How do we deal with multiple testing? We can decrease the significance threshold or, alternatively, inflate the p-values obtained in the experiments. This process is called an adjustment/correction for multiple testing. The classic correction method is the Bonferroni procedure, where all p-values are multiplied by the number of experiments. Clearly, if the probability of observing a false positive in one experiment is upper bounded by 0.05/100, then the probability that the whole family of 100 experiments contains at least one false positive is upper bounded by 0.05 (due to the union bound).

There are both philosophical and technical aspects of correcting for multiplicity in testing. The philosophical side is controversial. If we adjust p-values in sufficiently many experiments, very few results would be significant! In fact, this observation was verified in the context of TREC experiments (Tague-Sutcliffe, Jean, and James Blustein. 1995, A statistical analysis of the TREC-3 data; Benjamin Carterette, 2012, Multiple testing in statistical analysis of systems-based information retrieval experiments ). But should we really be concerned about joint statistical significance (i.e., significance after we adjust for multiple testing) of our results in the context of the results obtained by other IR researchers? If we have to implement only our own methods, rather than methods created by other people, it is probably sufficient to control the false positive rate only in our own experiments.

We focus on the technical aspects of making adjustments for multiplicity in a single series of experiments. The Bonferroni correction is considered to be overly conservative, especially when there are correlations in data. In an extreme case, if we repeat the same experiment 100 times (i.e., outcomes are perfectly correlated), the Bonferroni correction leads to multiplying each p-value by 100. It is known, however, that we are testing the same method and it is, therefore, sufficient to consider a p-value obtained in (any) single test. The closed testing procedure is a less conservative method that may take correlations into account. It requires testing all possible combinations of hypotheses. This is overly expensive, because the number of combinations is exponential in the number of tested methods. Fortunately, there are approximations to the closed testing procedure, such as the MaxT test, that can also be used.
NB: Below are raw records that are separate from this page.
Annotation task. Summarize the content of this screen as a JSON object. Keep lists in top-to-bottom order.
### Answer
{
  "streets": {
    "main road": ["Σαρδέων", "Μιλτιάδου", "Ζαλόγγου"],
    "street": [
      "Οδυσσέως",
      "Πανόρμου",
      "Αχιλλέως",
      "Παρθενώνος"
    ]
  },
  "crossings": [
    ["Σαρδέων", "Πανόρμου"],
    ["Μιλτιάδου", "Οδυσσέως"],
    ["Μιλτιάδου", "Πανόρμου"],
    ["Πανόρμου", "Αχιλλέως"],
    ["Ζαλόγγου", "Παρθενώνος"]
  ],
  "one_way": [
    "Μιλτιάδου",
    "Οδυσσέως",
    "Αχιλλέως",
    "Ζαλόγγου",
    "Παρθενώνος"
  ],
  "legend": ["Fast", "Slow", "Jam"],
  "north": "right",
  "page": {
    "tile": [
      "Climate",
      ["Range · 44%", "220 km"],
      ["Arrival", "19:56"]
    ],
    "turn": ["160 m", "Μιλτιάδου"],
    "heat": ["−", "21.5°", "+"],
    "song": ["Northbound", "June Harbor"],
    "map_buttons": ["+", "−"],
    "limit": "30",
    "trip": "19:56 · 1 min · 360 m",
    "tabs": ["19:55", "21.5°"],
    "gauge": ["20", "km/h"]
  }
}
We carried out an experimental evaluation, which aimed to answer the following questions:

  1. Is the MaxT a good approximation of the closed testing (in IR experiments)?
  2. How conservative are multiple comparisons adjustments in the context of a small-scale confirmatory IR experiment?

A description of the experimental setup, including technical details, can be found in our paper (Boytsov, L., Belova, A., Westfall, P. 2013. Deciding on an Adjustment for Multiplicity in IR Experiments. In proceedings of SIGIR 2013.). A brief overview can be found in the presentation slides. Here, we only give a quick summary of results.

First, in our experiments, the p-values obtained from the MaxT permutation test were almost identical to those obtained from the closed testing procedure. A modification of the Bonferroni adjustment (namely, the Holm-Bonferroni correction) tended to produce larger p-values, but this did not result in the Bonferroni-type correction being much more conservative. This is a puzzling discovery, because performance scores of IR systems (such as ERR@20) substantially correlate with each other (see Fig 3, the panel on the left). In that, both the MaxT permutation test and the closed testing procedure should have outperformed the correlation-agnostic Holm-Bonferroni correction. One possible explanation is that our statistical tests operate essentially on differences in performance scores (rather than scores themselves). It turns out, that there
are fewer strong correlations in performance score differences (see Fig. 3, the panel on the right).

Fig 3. Correlation in original performance scores and their differences.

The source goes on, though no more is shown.